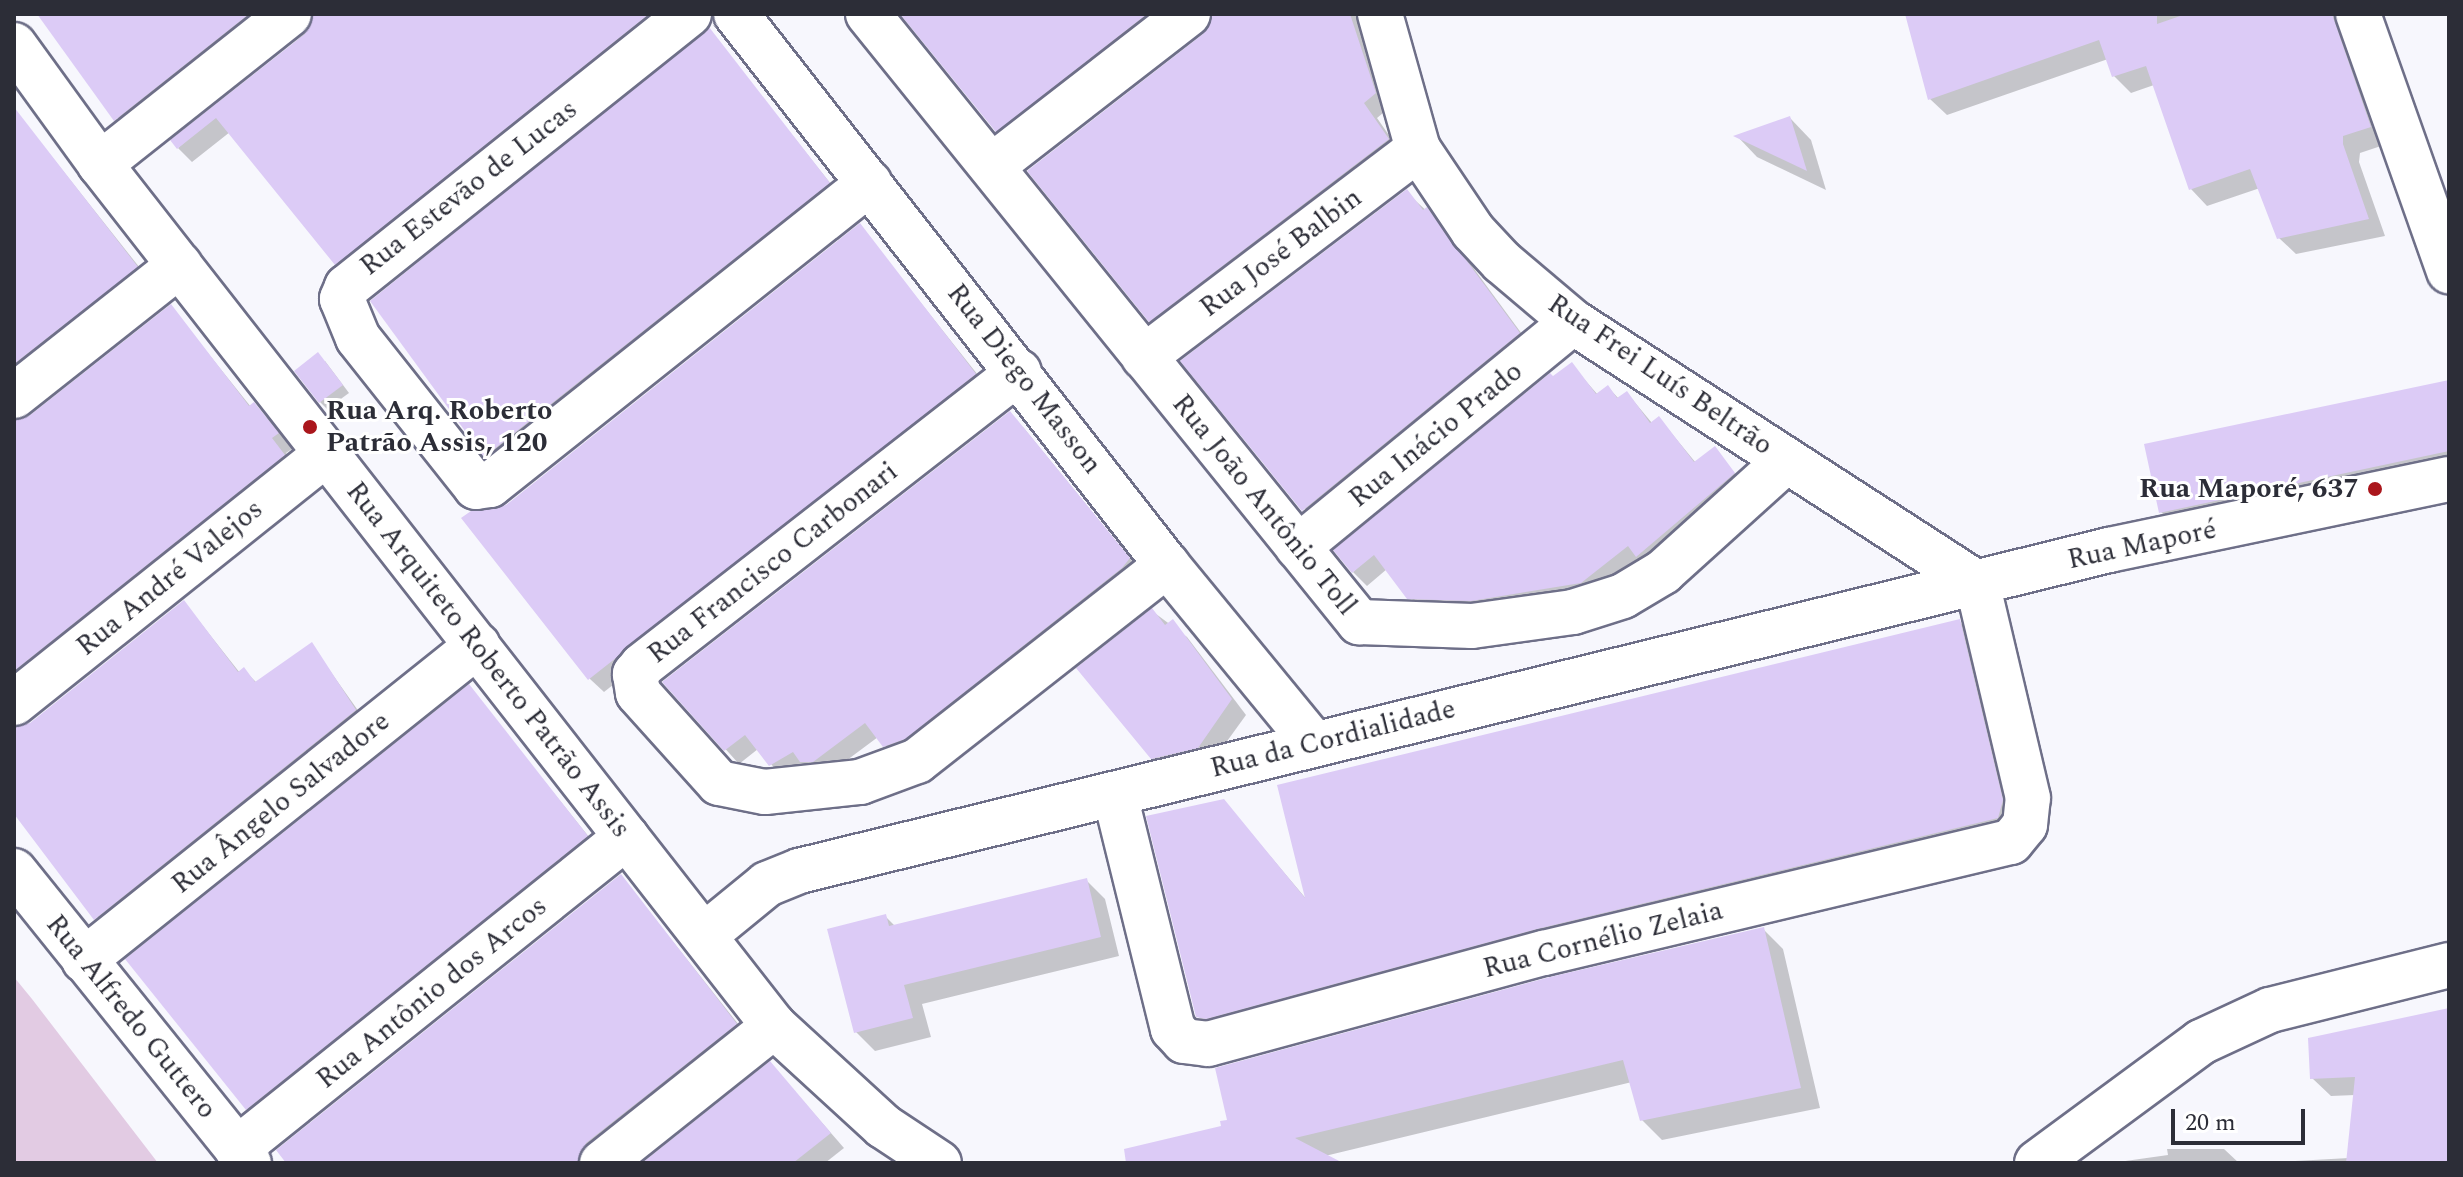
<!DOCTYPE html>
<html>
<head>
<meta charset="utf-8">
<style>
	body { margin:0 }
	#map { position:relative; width:2463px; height:1177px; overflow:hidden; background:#f7f7fd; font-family:Spectral,serif }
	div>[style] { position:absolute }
	.green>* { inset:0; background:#e2cbe3 }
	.shadow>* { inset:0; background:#0003 }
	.building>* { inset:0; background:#dccbf6 }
	.roads { filter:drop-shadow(2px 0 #6e6f88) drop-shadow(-2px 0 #6e6f88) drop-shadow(0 2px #6e6f88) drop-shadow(0 -2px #6e6f88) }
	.minor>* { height:44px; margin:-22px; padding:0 22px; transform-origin:22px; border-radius:22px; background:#fff }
	.dots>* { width:22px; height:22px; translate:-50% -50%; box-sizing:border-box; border:4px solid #fff; border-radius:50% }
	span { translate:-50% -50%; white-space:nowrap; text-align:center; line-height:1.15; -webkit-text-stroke:6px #fff; paint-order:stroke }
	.street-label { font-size:28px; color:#2c2d37 }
	.poi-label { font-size:28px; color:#2c2d37; font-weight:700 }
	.left { translate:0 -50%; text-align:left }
	.right { translate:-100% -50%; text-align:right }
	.frame { position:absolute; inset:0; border:16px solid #2c2d37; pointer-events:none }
	.scale { position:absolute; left:2171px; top:1109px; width:134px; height:36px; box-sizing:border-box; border:4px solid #2c2d37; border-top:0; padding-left:10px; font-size:24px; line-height:28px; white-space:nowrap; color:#2c2d37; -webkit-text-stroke:6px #fff; paint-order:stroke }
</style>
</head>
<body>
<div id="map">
	<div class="green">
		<div style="clip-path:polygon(14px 977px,32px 999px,158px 1163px,14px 1163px)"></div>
	</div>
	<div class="shadow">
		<div style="clip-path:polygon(44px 14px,282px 14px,130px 134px)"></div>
		<div style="clip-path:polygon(326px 14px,684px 14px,351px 278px,230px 132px,192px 162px,178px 148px)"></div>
		<div style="clip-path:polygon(902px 14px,1179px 14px,1011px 144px)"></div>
		<div style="clip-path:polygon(1214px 14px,1360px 14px,1389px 108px,1377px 118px,1402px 154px,1164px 335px,1150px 321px,1205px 35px)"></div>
		<div style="clip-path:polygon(1907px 14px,2342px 14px,2387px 144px,2360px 153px,2359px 162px,2385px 236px,2296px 254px,2279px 238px,2260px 188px,2207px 206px,2191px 189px,2154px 85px,2131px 93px,2114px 76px,2108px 59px,1947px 115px,1930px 99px)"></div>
		<div style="clip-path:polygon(709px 30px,842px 198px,500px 470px,372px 301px)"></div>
		<div style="clip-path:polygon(14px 109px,151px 282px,14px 390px)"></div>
		<div style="clip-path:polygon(1790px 118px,1811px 140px,1826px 190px,1757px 157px,1737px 136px)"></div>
		<div style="clip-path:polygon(1406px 192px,1441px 224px,1533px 349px,1318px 524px,1183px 361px)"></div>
		<div style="clip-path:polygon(860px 226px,989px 389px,604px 692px,590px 679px,506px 506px)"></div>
		<div style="clip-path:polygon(171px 307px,251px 407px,269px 419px,292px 449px,286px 453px,298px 470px,14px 697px,14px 420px,30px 418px)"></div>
		<div style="clip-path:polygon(325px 361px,349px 393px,327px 409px,320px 402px)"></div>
		<div style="clip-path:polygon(1572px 365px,1598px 395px,1608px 387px,1619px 399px,1627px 393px,1652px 423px,1659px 418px,1696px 463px,1714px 449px,1747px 488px,1595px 596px,1423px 612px,1387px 569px,1367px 586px,1353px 572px)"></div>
		<div style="clip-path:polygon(2449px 382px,2449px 476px,2181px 532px,2161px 512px)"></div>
		<div style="clip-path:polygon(1023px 427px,1142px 573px,898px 759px,878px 737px,827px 775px,816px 775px,806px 765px,784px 779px,758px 749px,739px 764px,665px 682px)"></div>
		<div style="clip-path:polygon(184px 602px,240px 673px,244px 670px,257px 683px,311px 644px,369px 726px,110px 933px,14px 811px,14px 727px,30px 724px)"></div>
		<div style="clip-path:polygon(1152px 611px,1187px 637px,1246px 715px,1212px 762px,1168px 773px,1152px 758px)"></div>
		<div style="clip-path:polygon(1959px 621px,1974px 636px,2012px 832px,1213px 1031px,1198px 1016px,1224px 801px,1308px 901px)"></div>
		<div style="clip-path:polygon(469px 687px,601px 852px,262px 1123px,247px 1108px)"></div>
		<div style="clip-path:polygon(621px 876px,750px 1039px,599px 1163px,289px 1163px)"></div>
		<div style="clip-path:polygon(1086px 880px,1105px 899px,1119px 956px,922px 1004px,931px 1037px,875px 1051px,856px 1032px,885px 916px,895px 926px)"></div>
		<div style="clip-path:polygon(1763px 929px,1783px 949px,1820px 1108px,1662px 1140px,1642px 1120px,1632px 1082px,1325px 1156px,1338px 1163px,1230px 1163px)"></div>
		<div style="clip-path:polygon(2449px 1010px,2449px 1163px,2262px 1163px,2349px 1158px,2355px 1095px,2331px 1096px,2312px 1078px)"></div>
		<div style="clip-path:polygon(784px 1079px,844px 1148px,825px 1163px,645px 1163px)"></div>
		<div style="clip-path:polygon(2167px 1149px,2224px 1149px,2239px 1163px,2111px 1163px,2168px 1155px)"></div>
	</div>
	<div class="building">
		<div style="clip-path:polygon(37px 14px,249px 14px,114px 121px)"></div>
		<div style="clip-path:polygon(313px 14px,649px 14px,335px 265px,216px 118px,177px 149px,170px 140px,305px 34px)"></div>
		<div style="clip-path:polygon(900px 14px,1147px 14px,996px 132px)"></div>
		<div style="clip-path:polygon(1212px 14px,1350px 14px,1376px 93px,1364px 103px,1389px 139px,1149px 322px,1027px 171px,1203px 34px)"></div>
		<div style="clip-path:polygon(1905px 14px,2157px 14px,2157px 24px,2186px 14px,2332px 14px,2371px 127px,2343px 136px,2343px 144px,2369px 219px,2277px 239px,2250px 169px,2189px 190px,2146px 66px,2112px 77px,2099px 40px,1928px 100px)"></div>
		<div style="clip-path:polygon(709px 27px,830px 183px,484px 457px,370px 301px)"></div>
		<div style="clip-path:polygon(14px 107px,138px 267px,14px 364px)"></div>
		<div style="clip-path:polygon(1790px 116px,1807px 171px,1733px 136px)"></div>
		<div style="clip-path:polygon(1407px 189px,1423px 210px,1427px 207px,1520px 333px,1302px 511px,1180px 361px)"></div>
		<div style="clip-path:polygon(860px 223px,976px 374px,588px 680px,461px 518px,471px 511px,506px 505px)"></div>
		<div style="clip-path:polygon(171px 304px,249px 406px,254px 402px,279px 433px,272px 438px,285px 455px,14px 671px,14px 420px,29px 416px)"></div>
		<div style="clip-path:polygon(318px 352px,343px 385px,319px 403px,294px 371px)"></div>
		<div style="clip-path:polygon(1572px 362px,1596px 394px,1608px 385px,1617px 398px,1627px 391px,1650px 423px,1659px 416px,1694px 462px,1715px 446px,1735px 473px,1636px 557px,1628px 546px,1581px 583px,1471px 601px,1407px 599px,1374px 555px,1352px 573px,1333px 550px,1550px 373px,1553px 376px)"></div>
		<div style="clip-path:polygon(2449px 380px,2449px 451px,2159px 513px,2144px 444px)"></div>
		<div style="clip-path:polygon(1010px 411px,1130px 558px,1122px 568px,905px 739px,883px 747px,865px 723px,813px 762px,800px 762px,793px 752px,769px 766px,745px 735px,724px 751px,662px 682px)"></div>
		<div style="clip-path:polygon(184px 600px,238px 672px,244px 667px,255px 682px,312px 642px,356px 710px,94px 920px,14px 814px,14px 727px,30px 723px)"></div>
		<div style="clip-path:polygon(1152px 608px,1165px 625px,1173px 619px,1232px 699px,1198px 748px,1151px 759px,1076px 668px)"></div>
		<div style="clip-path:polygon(1960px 619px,2003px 800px,1998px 818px,1537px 929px,1206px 1019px,1196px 1017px,1146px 816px,1224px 799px,1305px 898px,1277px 785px)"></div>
		<div style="clip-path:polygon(469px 684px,588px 836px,246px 1110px,125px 959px)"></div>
		<div style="clip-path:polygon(621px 874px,737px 1024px,586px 1143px,578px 1163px,286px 1163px,276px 1150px)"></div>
		<div style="clip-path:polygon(1087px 878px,1101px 937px,904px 985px,913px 1018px,854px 1033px,827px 929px,886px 914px,889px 926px)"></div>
		<div style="clip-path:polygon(1764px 927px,1801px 1088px,1640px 1121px,1623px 1060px,1295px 1138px,1343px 1163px,1126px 1163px,1124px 1149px,1221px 1126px,1220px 1121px,1227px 1120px,1215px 1068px,1550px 977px)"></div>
		<div style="clip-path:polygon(2449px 1008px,2449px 1163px,2346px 1163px,2355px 1077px,2310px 1079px,2308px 1038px)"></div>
		<div style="clip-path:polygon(770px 1061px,831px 1133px,793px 1163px,642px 1163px)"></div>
	</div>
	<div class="roads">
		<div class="minor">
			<div style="left:689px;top:14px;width:438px;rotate:141.4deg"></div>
			<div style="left:347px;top:287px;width:13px;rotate:113deg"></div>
			<div style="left:342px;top:299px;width:42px;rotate:67.7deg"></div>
			<div style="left:358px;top:338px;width:190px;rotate:51.6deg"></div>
			<div style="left:476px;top:487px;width:14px;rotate:-8deg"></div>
			<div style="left:490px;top:485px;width:485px;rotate:-38.5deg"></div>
			<div style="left:736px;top:14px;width:700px;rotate:51.97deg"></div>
			<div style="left:1167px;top:565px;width:230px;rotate:50.6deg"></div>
			<div style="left:868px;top:14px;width:782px;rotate:51.08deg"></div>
			<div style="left:1359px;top:622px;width:113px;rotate:2deg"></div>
			<div style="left:1472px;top:626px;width:102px;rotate:-7.9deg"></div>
			<div style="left:1573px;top:612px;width:52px;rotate:-17.7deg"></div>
			<div style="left:1623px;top:596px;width:47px;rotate:-31deg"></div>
			<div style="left:1663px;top:572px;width:166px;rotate:-42.1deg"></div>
			<div style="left:1380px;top:14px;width:140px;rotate:74.3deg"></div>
			<div style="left:1418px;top:149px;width:99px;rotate:56.1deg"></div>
			<div style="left:1473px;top:231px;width:42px;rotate:46.9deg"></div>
			<div style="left:1502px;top:262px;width:93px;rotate:40.2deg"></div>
			<div style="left:1573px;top:322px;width:481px;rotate:32.9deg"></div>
			<div style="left:2358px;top:14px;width:273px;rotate:70.5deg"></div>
			<div style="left:14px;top:45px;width:147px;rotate:54.1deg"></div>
			<div style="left:100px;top:164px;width:1094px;rotate:51.98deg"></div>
			<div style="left:774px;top:1026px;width:148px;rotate:42.5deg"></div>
			<div style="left:883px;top:1126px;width:67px;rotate:33.5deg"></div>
			<div style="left:100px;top:164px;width:241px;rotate:-38.4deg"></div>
			<div style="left:992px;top:166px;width:248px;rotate:-37.8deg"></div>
			<div style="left:1144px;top:357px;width:344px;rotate:-37.2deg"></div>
			<div style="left:1019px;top:372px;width:478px;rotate:142.1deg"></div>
			<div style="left:642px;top:666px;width:11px;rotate:131deg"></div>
			<div style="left:635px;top:674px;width:19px;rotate:81deg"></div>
			<div style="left:638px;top:693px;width:121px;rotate:48deg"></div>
			<div style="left:719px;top:783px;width:47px;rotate:11.1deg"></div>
			<div style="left:765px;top:792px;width:96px;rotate:-6deg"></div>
			<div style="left:860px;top:782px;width:61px;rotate:-20.2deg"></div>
			<div style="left:917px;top:761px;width:318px;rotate:-38.1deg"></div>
			<div style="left:14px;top:396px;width:211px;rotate:-38.3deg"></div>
			<div style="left:1298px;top:547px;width:355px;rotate:-39.3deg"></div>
			<div style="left:14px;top:703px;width:399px;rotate:-38.6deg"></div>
			<div style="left:1115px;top:795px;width:241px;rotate:76.1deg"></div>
			<div style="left:1173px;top:1029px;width:16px;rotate:47deg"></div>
			<div style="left:1184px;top:1041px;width:24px;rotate:7deg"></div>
			<div style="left:1208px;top:1044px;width:348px;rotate:-15.2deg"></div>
			<div style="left:1544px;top:953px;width:480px;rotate:-13.4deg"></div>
			<div style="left:2011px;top:842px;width:22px;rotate:-51deg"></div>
			<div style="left:2025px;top:825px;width:27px;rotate:-84deg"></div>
			<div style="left:2028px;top:798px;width:221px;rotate:-103.3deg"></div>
			<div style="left:14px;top:871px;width:375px;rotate:51.2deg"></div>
			<div style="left:706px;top:934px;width:79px;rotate:-39.3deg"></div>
			<div style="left:767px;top:884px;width:35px;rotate:-22deg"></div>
			<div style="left:799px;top:871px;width:1349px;rotate:-13.77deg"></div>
			<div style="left:2109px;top:550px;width:347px;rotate:-11.8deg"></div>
			<div style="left:84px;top:960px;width:504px;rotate:-38.64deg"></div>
			<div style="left:237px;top:1149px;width:499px;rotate:-38.7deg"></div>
			<div style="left:602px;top:1163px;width:220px;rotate:-38.5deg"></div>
			<div style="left:2037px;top:1163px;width:204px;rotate:-36.4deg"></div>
			<div style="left:2201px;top:1042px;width:76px;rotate:-24.9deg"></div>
			<div style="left:2270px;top:1010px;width:185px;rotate:-14.1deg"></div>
		</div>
	</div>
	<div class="dots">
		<div style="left:310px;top:427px;background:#aa161c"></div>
		<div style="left:2375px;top:489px;background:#aa161c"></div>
	</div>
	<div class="street-label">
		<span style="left:469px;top:188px;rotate:-38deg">Rua Estevão de Lucas</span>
		<span style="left:1281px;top:253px;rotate:-37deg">Rua José Balbin</span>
		<span style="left:1660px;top:375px;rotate:34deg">Rua Frei Luís Beltrão</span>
		<span style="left:1024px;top:379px;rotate:52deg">Rua Diego Masson</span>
		<span style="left:1436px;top:435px;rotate:-39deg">Rua Inácio Prado</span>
		<span style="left:1264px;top:505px;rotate:51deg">Rua João Antônio Toll</span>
		<span style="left:2142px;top:545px;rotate:-12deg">Rua Maporé</span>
		<span style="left:773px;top:563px;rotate:-38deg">Rua Francisco Carbonari</span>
		<span style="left:170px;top:578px;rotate:-39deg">Rua André Valejos</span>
		<span style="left:488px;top:660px;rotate:52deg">Rua Arquiteto Roberto Patrão Assis</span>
		<span style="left:1333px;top:739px;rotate:-14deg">Rua da Cordialidade</span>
		<span style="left:281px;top:803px;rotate:-39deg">Rua Ângelo Salvadore</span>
		<span style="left:1603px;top:940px;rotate:-14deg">Rua Cornélio Zelaia</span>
		<span style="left:432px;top:993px;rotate:-39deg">Rua Antônio dos Arcos</span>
		<span style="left:131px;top:1017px;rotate:51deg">Rua Alfredo Guttero</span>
	</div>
	<div class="poi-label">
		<span class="left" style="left:326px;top:427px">Rua Arq. Roberto<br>Patrão Assis, 120</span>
		<span class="right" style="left:2359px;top:489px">Rua Maporé, 637</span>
	</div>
	<div class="frame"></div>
	<div class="scale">20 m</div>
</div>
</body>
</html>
· · · · · · ·
__Work to be completed__: Beginning at the line with "position:relative; width:2463px; height:1177px;" and stopping after the line with "width:22px; height:22px; translate:-50%", please write out every line of the data above exactly and nothing else.

__Written answer__:
	#map { position:relative; width:2463px; height:1177px; overflow:hidden; background:#f7f7fd; font-family:Spectral,serif }
	div>[style] { position:absolute }
	.green>* { inset:0; background:#e2cbe3 }
	.shadow>* { inset:0; background:#0003 }
	.building>* { inset:0; background:#dccbf6 }
	.roads { filter:drop-shadow(2px 0 #6e6f88) drop-shadow(-2px 0 #6e6f88) drop-shadow(0 2px #6e6f88) drop-shadow(0 -2px #6e6f88) }
	.minor>* { height:44px; margin:-22px; padding:0 22px; transform-origin:22px; border-radius:22px; background:#fff }
	.dots>* { width:22px; height:22px; translate:-50% -50%; box-sizing:border-box; border:4px solid #fff; border-radius:50% }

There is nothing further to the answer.